(Dataset entries)
Content starts

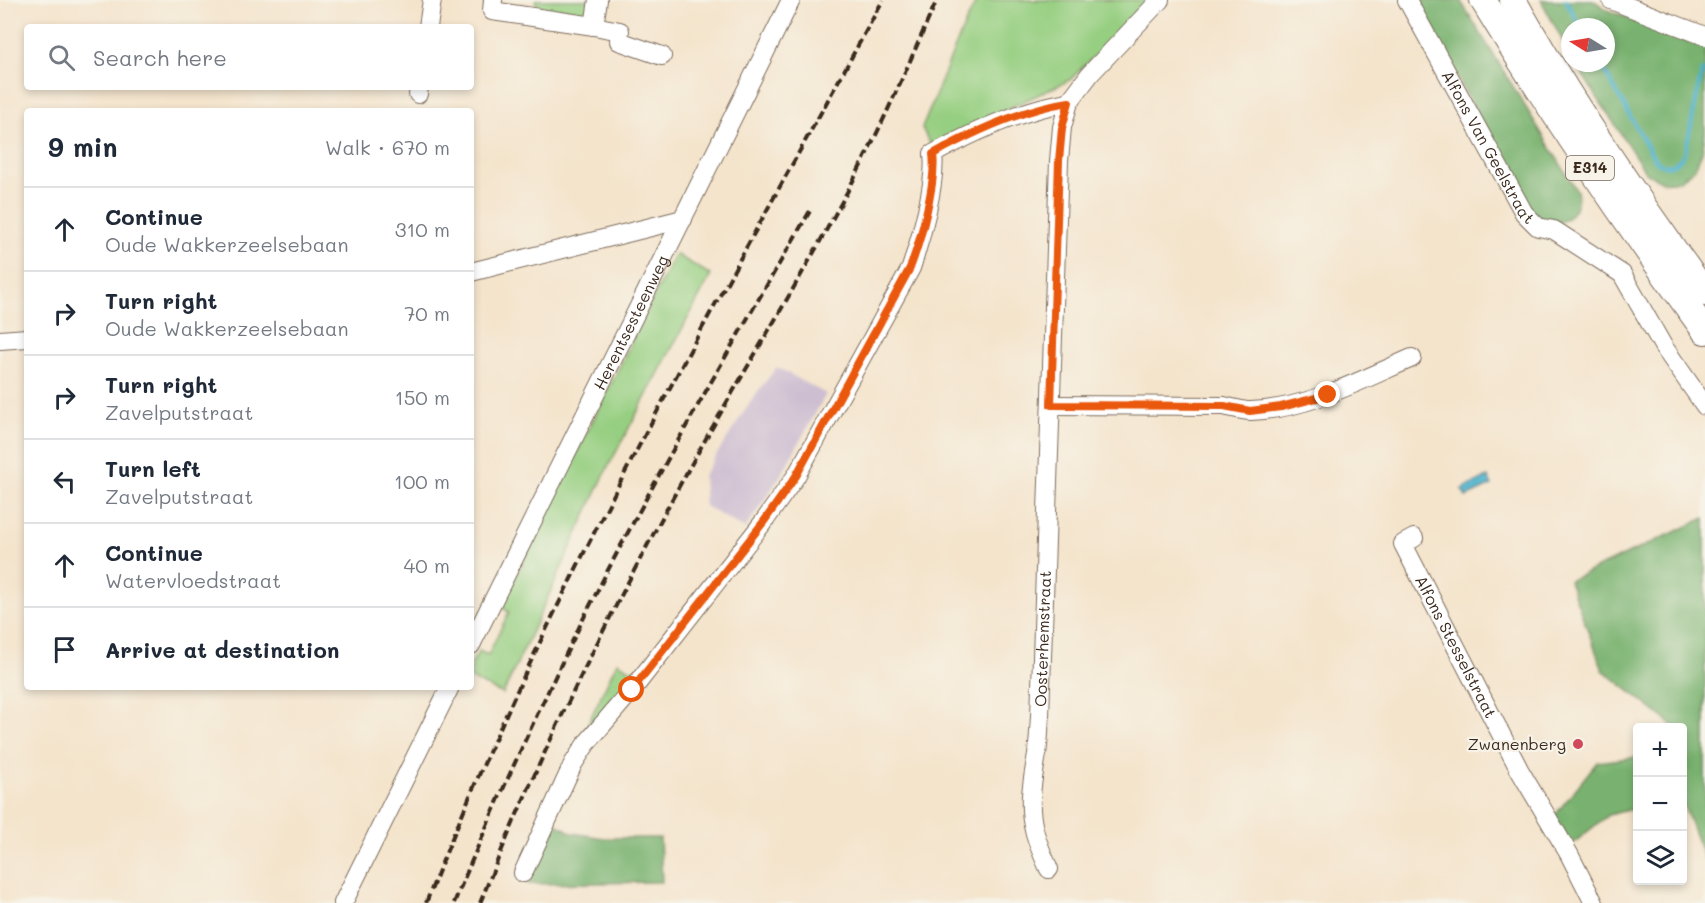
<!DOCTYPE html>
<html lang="en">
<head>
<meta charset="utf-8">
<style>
	:root { --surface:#fff; --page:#f2f2f3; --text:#1f2937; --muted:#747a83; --line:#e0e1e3 }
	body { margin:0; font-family:Mali,sans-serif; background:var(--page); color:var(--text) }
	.controls { position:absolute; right:18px; bottom:18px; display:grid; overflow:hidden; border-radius:6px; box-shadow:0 3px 9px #0003 }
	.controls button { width:54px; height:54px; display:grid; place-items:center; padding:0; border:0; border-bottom:2px solid var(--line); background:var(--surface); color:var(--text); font:30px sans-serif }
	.compass { position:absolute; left:1561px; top:18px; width:54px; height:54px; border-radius:50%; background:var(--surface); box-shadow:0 3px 9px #0003; rotate:281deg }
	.stop { position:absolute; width:18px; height:18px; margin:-14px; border:4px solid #ea580c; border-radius:50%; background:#fff }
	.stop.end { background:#ea580c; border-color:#fff; box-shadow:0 2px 6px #0008 }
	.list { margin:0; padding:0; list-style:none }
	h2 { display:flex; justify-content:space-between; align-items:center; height:78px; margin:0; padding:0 24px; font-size:26px }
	h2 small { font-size:20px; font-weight:400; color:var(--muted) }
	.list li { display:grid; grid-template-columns:39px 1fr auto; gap:18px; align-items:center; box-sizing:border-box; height:84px; padding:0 24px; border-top:2px solid var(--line) }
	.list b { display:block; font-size:22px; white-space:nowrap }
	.list p { margin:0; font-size:20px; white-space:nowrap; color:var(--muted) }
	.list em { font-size:20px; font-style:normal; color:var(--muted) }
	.icon { flex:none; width:33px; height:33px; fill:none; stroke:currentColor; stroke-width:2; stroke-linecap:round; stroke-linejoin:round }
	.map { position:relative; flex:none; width:1705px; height:903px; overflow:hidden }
	.search { position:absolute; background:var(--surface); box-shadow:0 3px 9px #0003; left:24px; top:24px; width:450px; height:66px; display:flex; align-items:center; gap:15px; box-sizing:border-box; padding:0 21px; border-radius:6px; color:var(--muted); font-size:22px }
	.panel { position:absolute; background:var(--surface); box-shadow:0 3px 9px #0003; left:24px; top:108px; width:450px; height:582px; border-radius:6px }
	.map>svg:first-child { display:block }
	.industrial { fill:#cebed1 }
	.green { fill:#97cf82; stroke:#697c50; stroke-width:1.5 }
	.forest { fill:#79b270; stroke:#5a6e47; stroke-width:1.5 }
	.water { fill:#4db2cc; stroke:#446e75; stroke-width:1.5 }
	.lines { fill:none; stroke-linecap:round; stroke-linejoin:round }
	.stream { stroke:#4db2cc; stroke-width:4 }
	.minor-casing { stroke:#7c6b5b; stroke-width:20 }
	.highway-casing { stroke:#7c6b5b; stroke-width:28 }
	.minor { stroke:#fff; stroke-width:18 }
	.highway { stroke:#fff; stroke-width:26 }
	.rail { stroke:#3b2a1e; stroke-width:4; stroke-dasharray:9 4.5; stroke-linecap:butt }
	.route { stroke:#ea580c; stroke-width:8 }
	.poi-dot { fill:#d1495b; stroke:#f7f3e8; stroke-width:2 }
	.labels { text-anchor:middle; stroke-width:4.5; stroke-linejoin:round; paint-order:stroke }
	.shield { fill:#f7f3e8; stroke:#73665b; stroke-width:1.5 }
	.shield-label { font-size:15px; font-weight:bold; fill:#3b2a1e }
	.street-label { font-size:16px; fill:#3b2a1e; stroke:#f7f3e8 }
	.poi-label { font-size:16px; fill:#3b2a1e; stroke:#f7f3e8; text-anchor:end }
</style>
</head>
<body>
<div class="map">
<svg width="1705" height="903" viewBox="0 0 1705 903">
	<rect width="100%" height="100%" fill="#f7f3e8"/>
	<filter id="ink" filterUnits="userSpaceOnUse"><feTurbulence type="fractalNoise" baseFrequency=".0167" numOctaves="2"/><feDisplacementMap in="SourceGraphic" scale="12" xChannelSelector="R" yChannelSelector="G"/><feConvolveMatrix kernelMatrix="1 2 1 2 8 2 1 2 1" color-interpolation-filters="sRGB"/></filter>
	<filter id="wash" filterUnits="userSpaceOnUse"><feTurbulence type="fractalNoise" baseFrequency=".008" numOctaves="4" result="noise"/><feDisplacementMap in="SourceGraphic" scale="24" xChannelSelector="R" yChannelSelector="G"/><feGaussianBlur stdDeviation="1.35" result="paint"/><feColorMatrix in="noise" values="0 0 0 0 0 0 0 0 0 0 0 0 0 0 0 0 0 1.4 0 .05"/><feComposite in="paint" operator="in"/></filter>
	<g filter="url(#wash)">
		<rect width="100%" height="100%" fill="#f4e4cc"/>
		<!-- industrial -->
		<path class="industrial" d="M777,367L826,394L782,473L745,529L705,506L703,476L755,395Z"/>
		<!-- green -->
		<g class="green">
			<path d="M535,0H590L588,15L579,13L577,20L548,16L537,7Z"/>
			<path d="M977,0H1150L1070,80L990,117L934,146L929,142L922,128C941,85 955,41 977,0Z"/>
			<path d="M675,254L711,275L607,469L503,694L471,679V665L479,651L488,655L509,612L501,607Z"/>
			<path d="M617,662L638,673L576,749Z"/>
		</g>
		<!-- forest -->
		<g class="forest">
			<path d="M1414,0H1460L1577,191C1581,207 1567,227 1548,222C1544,221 1538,217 1534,215Z"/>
			<path d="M1541,0H1593L1608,10L1705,48V134L1702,152L1695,168L1681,180L1663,182L1646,173L1575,63H1606V27H1570V55Z"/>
			<path d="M1705,518V860L1683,804L1682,728L1675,727L1603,670L1569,581Z"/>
			<path d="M1637,757V808L1608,815L1571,845L1555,815L1597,762Z"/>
			<path d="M554,822L572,833L604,838H660L662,882L528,884Z"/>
		</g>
		<!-- water -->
		<path class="water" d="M1488,477L1492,485L1466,497L1462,489Z"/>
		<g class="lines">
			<!-- stream -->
			<g class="stream">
				<path d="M1566,0L1580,27"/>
				<path d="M1600,63L1655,160C1669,172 1680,163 1686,149L1702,71"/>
			</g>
		</g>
	</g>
	<g filter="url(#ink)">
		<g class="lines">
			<defs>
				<g id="minor">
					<path d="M493,0L492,11L594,26"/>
					<path d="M598,0L594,26L620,31L619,41L662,56"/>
					<path id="s1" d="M1407,0L1524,213L1538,227L1554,230L1622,274L1663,346L1705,406"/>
					<path d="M1611,0L1705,36"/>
					<path d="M428,27L432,0"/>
					<path d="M418,94L419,87"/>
					<path d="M471,272L683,219"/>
					<path d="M0,340L27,338"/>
					<path d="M1051,405L1224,406C1233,408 1242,411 1251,411C1308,409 1361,380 1412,358"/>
					<path id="s2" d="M1414,538L1403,544L1520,771L1569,854L1594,903"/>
					<path id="s3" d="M471,645L791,0"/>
					<path id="s4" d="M1049,869C1043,856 1037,843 1034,829C1027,803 1033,779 1037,754C1039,741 1039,728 1040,716L1059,161L1062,127L1069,102L1090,74L1160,0"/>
					<path d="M523,873L573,764L586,744L632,690L765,520L796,476L911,268C920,241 937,181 933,154C975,131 1022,109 1069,102"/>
					<path d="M343,903L450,687"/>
				</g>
				<g id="highway">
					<path d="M1483,0C1552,114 1627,223 1705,331"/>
					<path d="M1513,0C1570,102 1636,198 1705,293"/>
				</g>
			</defs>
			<!-- minor casing -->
			<use href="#minor" class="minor-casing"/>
			<!-- highway casing -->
			<use href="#highway" class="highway-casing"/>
			<!-- minor -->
			<use href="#minor" class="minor"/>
			<!-- highway -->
			<use href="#highway" class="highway"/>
			<!-- rail -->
			<g class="rail">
				<path d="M426,903C549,588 721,296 883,0"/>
				<path d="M454,903C501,790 552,679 608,570C672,448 741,329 810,211"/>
				<path d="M480,903C538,758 607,618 682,481C733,389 789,299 839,207C876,140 906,70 937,0"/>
			</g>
		</g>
	</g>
	<g class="lines" filter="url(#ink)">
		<!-- route -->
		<path class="route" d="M632,690L765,520L796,476L910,268C920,242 937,181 933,154C975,131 1022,109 1069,102L1062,128L1059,161L1051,405L1224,406L1250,411L1281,407L1328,395"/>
	</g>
	<!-- markers -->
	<circle class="poi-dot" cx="1578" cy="744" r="6"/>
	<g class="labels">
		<!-- shield labels -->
		<rect class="shield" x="1566" y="156" width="48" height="24" rx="4.5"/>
		<g class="shield-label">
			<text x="1590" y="173">E314</text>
		</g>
		<!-- street labels -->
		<g class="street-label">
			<text dy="6" stroke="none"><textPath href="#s1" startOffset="168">Alfons Van Geelstraat</textPath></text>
			<text dy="6" stroke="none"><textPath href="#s3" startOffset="360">Herentsesteenweg</textPath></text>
			<text dy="6" stroke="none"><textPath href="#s4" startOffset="234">Oosterhemstraat</textPath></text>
			<text dy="6" stroke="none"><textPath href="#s2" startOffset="128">Alfons Stesselstraat</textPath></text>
		</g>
		<!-- poi labels -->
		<g class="poi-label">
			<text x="1566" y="750">Zwanenberg</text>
		</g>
	</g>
</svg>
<div class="controls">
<button>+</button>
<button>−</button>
<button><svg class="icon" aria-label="layers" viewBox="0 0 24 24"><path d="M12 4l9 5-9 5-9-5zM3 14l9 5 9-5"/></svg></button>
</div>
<svg class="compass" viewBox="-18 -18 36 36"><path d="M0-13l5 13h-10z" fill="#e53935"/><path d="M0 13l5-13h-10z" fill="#747a83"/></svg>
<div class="stop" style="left:632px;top:690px"></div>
<div class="stop end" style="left:1328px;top:395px"></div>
<div class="search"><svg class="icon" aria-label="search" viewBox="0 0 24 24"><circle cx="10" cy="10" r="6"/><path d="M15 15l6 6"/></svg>Search here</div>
<section class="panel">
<h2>9 min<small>Walk · 670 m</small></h2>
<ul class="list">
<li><svg class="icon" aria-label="ahead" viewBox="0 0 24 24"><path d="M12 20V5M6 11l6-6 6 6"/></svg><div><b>Continue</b><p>Oude Wakkerzeelsebaan</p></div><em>310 m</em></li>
<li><svg class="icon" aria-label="right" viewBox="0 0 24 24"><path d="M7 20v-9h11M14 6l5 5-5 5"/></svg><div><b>Turn right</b><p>Oude Wakkerzeelsebaan</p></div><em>70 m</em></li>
<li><svg class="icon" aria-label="right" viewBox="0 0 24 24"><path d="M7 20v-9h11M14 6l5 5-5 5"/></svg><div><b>Turn right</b><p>Zavelputstraat</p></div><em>150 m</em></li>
<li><svg class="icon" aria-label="left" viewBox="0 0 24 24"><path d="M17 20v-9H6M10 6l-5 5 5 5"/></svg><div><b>Turn left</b><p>Zavelputstraat</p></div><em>100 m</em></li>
<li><svg class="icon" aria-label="ahead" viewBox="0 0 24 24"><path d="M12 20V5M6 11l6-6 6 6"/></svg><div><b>Continue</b><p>Watervloedstraat</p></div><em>40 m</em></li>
<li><svg class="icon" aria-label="arrive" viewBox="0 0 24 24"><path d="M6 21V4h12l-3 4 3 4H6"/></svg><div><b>Arrive at destination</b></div></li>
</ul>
</section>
</div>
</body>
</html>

Content ends

Report each line of the entries where the word "body" occurs.

**ANSWER BOX**:
	body { margin:0; font-family:Mali,sans-serif; background:var(--page); color:var(--text) }
<body>
</body>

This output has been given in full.